A guy calls a company and orders their 5-day, 10 lb. weight
loss program.
The next day, there's a knock on the door and there stands before him a voluptuous, athletic, 19 year old babe dressed in nothing but a pair of Nike running shoes and a sign around her neck.
She introduces herself as a representative of the weight
loss company.
The sign reads, 'If you can catch me, you can have me.'
Without a second thought, he takes off after her. A few miles later huffing and puffing, he finally gives up.
The same girl shows up for the next four days and the same
thing happens.
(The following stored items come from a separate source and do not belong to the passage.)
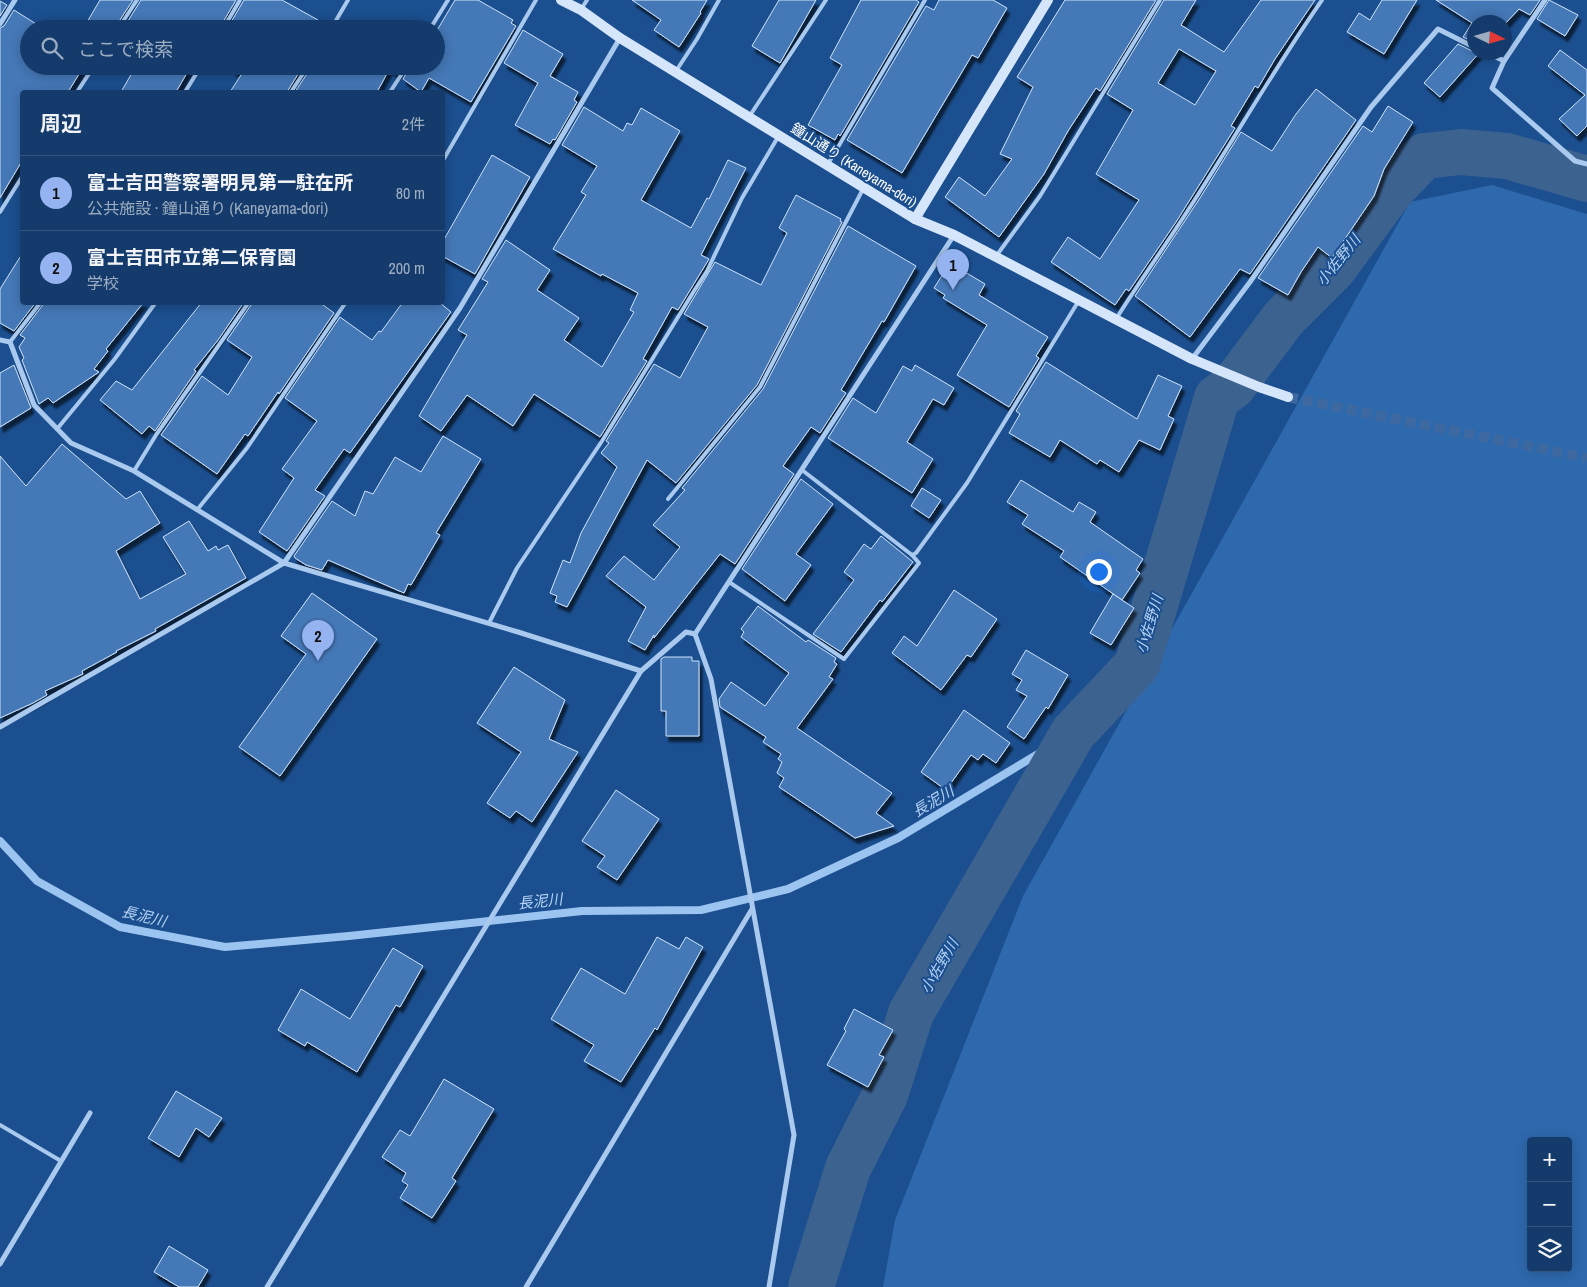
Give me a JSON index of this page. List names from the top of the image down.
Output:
{
  "streets": {
    "main road": ["鐘山通り (Kaneyama-dori)"]
  },
  "water": ["小佐野川", "長泥川"],
  "north": "right",
  "page": {
    "search": "ここで検索",
    "heading": ["周辺", "2件"],
    "list": [
      {
        "mark": "1",
        "name": "富士吉田警察署明見第一駐在所",
        "note": "公共施設 · 鐘山通り (Kaneyama-dori)",
        "value": "80 m"
      },
      {
        "mark": "2",
        "name": "富士吉田市立第二保育園",
        "note": "学校",
        "value": "200 m"
      }
    ],
    "pins": ["1", "2"],
    "map_buttons": ["+", "−"]
  }
}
On the fifth day, he weighs himself and is delighted to find he has lost 10 lbs. as promised.
He calls the company and orders their 5-day/20 pound
program.
The next day there's a knock at the door and there stands the most stunning, beautiful, sexy woman he has ever seen in his life. She is wearing nothing but Reebok running shoes and a sign around her neck that reads, 'If you catch me you can have me'.
Well, he's out the door after her like a shot. This girl is in excellent shape and he does his best, but no such luck. So for the next four days, the same routine happens with him gradually getting in better and better shape .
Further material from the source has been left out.